Hong Kong, Apr 22 (EFE).- A Hong Kong court Thursday imposed a fine of $800 on a journalist for making false statements in obtaining official data for an award-winning documentary about 2019 anti-government protests.
It is the first time that a court has sentenced a journalist for reporting about the anti-government protests.
It has raised fears over the dwindling press freedom as China widens its political crackdown for greater control over the former British colony.
Bao Choy Yuk-ling, 37, a freelance producer of public broadcaster RTHK, was found guilty on two counts of making a false declaration to obtain car license plate information from the public vehicle database.
Choy, arrested in November 2020, has pleaded not guilty to the charges.
Principal magistrate of West Kowloon Court Ivy Chui imposed HK$3,000 on her for each of the two charges.
Choy was one of the producers of an RTHK documentary “7.21 Who Owns the Truth,” aired in July 2020 to mark the first anniversary of a vicious mob attack in the suburb of Yuen Long.
The mob attack, which involved a group of white-clad men assaulting pro-democracy protesters and passengers at a metro station with iron rods and rattan sticks and injuring dozens, was a turning point in the protest movement.
It significantly heightened police-protester tensions.
The documentary, which won the prestigious annual Kam Yiu-yu Press Freedom Award Wednesday, tracks down the perpetrators behind the attack.
Choy searched through the vehicle database in May and June 2020 for information on a car owner believed to be involved in the attack.

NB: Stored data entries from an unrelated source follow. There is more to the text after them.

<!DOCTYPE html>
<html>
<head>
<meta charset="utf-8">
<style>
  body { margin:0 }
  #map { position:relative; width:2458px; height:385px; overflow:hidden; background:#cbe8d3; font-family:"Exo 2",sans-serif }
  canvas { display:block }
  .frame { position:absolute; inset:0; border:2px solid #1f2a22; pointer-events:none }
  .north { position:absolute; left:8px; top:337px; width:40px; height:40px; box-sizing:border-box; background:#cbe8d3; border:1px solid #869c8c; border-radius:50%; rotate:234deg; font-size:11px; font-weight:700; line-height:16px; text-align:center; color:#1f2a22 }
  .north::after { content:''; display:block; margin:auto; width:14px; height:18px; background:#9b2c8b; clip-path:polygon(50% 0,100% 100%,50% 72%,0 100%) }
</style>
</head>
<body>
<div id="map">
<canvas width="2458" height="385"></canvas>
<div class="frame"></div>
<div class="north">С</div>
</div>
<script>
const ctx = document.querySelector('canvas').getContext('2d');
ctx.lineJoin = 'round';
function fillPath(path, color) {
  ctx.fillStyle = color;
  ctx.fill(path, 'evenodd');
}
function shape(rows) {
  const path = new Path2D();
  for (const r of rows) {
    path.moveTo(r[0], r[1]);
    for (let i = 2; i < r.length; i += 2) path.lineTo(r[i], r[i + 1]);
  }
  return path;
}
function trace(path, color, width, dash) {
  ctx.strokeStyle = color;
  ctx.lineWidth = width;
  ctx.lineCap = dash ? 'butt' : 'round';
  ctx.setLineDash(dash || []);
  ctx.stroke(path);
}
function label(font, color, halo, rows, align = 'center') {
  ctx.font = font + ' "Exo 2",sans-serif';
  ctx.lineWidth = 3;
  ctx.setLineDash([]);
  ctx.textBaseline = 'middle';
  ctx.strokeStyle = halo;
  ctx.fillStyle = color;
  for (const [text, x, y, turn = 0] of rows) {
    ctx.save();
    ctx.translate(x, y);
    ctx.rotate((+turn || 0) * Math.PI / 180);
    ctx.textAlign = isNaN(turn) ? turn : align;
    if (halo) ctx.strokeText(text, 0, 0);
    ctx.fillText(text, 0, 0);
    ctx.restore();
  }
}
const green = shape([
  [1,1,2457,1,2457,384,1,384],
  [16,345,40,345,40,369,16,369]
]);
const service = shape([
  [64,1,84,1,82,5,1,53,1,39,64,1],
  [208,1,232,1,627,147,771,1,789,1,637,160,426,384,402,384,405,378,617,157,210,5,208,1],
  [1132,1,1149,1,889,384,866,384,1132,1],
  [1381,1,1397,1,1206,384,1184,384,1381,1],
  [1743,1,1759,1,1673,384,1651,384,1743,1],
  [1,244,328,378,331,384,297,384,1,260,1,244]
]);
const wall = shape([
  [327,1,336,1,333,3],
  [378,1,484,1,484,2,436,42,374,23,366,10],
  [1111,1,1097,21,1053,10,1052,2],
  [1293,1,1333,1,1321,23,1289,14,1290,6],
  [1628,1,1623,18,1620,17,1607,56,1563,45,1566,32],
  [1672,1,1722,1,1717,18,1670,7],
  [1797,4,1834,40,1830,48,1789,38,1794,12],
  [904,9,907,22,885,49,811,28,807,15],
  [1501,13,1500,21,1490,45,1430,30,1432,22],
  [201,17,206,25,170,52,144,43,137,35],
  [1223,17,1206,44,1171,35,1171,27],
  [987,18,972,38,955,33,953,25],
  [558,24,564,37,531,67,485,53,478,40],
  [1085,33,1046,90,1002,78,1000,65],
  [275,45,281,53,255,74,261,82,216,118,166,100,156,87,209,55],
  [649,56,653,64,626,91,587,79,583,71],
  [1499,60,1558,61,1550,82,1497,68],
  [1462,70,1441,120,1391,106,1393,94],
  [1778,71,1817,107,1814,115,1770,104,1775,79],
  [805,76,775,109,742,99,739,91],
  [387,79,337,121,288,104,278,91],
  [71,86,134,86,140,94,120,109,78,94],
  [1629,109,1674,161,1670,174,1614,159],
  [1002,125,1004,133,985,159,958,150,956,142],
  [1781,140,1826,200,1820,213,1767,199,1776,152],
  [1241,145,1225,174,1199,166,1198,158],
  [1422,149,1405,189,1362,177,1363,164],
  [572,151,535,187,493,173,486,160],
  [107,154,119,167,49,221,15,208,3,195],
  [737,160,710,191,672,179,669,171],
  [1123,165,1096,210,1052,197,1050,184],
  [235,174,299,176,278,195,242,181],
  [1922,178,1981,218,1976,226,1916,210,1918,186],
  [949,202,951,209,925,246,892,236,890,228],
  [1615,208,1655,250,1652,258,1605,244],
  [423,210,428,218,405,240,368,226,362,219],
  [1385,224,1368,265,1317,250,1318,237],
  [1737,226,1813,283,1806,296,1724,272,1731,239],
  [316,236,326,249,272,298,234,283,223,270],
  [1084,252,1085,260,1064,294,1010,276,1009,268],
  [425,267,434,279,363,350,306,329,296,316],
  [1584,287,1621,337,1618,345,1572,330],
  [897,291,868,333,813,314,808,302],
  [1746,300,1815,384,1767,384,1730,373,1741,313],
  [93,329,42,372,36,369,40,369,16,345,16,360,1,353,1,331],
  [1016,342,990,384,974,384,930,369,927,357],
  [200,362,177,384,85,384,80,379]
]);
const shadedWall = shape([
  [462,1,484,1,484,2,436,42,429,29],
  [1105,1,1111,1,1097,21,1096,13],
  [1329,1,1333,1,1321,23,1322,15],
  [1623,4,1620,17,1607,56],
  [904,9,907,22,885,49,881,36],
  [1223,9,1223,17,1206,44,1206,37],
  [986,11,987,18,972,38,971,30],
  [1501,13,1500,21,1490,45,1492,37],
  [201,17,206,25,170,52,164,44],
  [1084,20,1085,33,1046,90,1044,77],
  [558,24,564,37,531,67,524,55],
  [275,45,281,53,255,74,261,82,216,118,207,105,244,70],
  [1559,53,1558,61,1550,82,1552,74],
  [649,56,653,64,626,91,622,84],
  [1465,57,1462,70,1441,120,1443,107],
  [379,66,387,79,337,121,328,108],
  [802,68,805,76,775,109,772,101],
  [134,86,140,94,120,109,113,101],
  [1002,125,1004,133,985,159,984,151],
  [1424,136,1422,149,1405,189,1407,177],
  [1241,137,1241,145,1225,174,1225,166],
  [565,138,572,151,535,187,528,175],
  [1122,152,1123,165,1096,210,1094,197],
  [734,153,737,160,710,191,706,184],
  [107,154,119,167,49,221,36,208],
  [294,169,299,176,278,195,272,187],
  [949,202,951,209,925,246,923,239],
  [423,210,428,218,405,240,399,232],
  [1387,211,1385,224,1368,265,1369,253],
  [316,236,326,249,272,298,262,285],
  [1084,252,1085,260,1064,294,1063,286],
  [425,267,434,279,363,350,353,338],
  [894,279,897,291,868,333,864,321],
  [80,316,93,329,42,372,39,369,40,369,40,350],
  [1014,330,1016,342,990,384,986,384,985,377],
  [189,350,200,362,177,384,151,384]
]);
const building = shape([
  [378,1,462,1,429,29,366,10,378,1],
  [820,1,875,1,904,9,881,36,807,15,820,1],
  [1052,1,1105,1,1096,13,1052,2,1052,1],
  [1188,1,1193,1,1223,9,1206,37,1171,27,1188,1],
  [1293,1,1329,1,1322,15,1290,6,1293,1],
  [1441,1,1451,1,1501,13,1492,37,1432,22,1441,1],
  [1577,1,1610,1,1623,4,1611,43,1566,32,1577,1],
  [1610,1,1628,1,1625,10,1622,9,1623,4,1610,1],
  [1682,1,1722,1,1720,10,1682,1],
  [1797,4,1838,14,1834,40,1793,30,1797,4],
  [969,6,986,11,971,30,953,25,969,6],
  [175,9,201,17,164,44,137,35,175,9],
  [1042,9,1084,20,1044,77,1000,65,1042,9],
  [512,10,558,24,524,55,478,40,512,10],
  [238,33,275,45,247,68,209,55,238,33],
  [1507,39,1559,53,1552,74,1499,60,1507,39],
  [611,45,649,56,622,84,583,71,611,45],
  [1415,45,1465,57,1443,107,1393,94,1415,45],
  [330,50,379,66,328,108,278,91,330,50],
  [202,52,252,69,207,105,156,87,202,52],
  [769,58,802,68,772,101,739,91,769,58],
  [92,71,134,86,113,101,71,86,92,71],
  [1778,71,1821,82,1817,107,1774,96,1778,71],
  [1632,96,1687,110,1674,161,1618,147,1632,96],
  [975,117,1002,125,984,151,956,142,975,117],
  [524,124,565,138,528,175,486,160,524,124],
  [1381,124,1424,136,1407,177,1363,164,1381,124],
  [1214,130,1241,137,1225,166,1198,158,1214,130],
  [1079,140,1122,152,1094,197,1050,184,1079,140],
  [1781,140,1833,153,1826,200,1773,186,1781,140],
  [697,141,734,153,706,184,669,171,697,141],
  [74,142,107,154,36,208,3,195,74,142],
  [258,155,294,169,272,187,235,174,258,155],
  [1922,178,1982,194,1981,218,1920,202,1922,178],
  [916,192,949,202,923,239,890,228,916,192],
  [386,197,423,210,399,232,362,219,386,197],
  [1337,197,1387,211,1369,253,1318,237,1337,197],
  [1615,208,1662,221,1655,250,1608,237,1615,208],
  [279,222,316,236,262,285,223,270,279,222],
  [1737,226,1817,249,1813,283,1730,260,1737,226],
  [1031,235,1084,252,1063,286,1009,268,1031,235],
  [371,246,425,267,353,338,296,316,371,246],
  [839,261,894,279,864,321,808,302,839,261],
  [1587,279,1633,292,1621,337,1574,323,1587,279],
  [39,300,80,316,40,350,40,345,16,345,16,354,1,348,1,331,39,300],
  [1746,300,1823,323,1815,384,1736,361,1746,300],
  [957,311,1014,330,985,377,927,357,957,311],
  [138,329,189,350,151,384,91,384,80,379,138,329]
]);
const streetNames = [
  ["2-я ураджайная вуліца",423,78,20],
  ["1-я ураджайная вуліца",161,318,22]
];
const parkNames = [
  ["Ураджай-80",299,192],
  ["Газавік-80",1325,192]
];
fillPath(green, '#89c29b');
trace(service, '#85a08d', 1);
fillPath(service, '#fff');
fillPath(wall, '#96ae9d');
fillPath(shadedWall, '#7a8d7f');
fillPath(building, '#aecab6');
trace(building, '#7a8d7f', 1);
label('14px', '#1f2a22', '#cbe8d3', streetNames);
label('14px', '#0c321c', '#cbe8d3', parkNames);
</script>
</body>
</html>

Citizens can obtain vehicle license information via the database for transport-related reasons only, as per the Hong Kong transport law.
In the past, however, journalists have accessed government databases for investigative reporting without being prosecuted.
Speaking after the ruling, a tearful Choy said she was upset that the court ruled against a journalistic practice that had been in use for years.
She called for journalists to safeguard their journalistic values and not to give up.
Chris Yeung, chairman of the Hong Kong Journalists Association (HKJA), said the conviction “sounded the death knell” for press freedom in Hong Kong.